2008 — In Beijing, Michael Phelps touches the wall a hundredth of a second ahead of Serbia’s Milorad Cavic to win the 100-meter butterfly. The win gives Phelps his seventh gold medal of the Beijing Games, tying Mark Spitz’s performance in the 1972 Munich Games. Usain Bolt of Jamaica runs the 100-meter dash in a stunning world-record time of 9.69 seconds for a blowout win that he starts celebrating a good 10 strides before the finish line.

2009 — Usain Bolt shatters the 100-meter world record at the World Championships in Berlin. Bolt finishes with a stunning time of 9.58 seconds, bettering his own record of 9.69 seconds set in last year’s Beijing Olympics.

2009 — Y.E. Yang of South Korea becomes the first Asian player to win one of golf’s majors with a three-stroke win over Tiger Woods at the PGA Championship.

2015 — Jason Day leads wire-to-wire in the final round at Whistling Straits to close out a record-setting PGA Championship and capture his first major title. The 27-year-old Australian finishes at 20-under 268 to beat Jordan Spieth by three shots.
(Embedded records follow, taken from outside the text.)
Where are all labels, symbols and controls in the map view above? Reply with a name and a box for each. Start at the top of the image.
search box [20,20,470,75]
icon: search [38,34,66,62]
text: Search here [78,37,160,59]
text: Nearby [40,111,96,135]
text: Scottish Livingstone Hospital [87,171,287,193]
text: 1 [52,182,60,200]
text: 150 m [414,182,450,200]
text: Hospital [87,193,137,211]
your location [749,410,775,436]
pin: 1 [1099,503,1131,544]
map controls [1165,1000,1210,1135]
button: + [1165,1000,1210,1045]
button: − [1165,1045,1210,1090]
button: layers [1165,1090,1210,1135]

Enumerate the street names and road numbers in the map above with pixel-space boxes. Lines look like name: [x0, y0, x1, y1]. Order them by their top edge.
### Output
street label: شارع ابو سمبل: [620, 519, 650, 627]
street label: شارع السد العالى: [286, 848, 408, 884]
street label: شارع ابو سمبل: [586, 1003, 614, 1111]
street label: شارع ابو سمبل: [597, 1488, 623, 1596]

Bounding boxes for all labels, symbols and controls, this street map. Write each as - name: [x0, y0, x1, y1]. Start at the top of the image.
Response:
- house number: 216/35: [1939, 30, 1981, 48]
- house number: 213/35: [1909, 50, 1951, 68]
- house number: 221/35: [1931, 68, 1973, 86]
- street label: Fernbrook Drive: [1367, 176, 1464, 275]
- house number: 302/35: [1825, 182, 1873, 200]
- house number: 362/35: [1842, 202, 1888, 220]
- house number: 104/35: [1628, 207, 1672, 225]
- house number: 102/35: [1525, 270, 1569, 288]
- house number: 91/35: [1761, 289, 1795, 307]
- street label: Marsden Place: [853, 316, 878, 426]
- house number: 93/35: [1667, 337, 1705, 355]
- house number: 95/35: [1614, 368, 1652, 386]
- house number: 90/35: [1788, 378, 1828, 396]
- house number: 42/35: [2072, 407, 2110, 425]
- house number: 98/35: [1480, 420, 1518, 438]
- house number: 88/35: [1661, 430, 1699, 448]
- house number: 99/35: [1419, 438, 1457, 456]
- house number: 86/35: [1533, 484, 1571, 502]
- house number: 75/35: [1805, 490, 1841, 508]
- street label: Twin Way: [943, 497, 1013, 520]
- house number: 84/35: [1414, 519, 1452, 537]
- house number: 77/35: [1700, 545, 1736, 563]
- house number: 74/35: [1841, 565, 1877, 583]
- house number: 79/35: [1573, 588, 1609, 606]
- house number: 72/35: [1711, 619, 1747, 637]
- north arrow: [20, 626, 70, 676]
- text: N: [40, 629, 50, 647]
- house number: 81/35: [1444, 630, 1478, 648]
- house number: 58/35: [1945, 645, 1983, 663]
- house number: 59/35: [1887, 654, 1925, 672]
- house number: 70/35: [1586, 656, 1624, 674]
Day becomes the first player to finish at 20 under in a major.

2015 — Brooke Henderson wins the Cambia Portland Classic by eight strokes to become the third-youngest champion in LPGA Tour history at 17 years, 11 months, 6 days.

2018 — The Davis Cup gets a radical makeover beginning in 2019. The top team event in men’s tennis will be decided with a season-ending, 18-team tournament at a neutral site.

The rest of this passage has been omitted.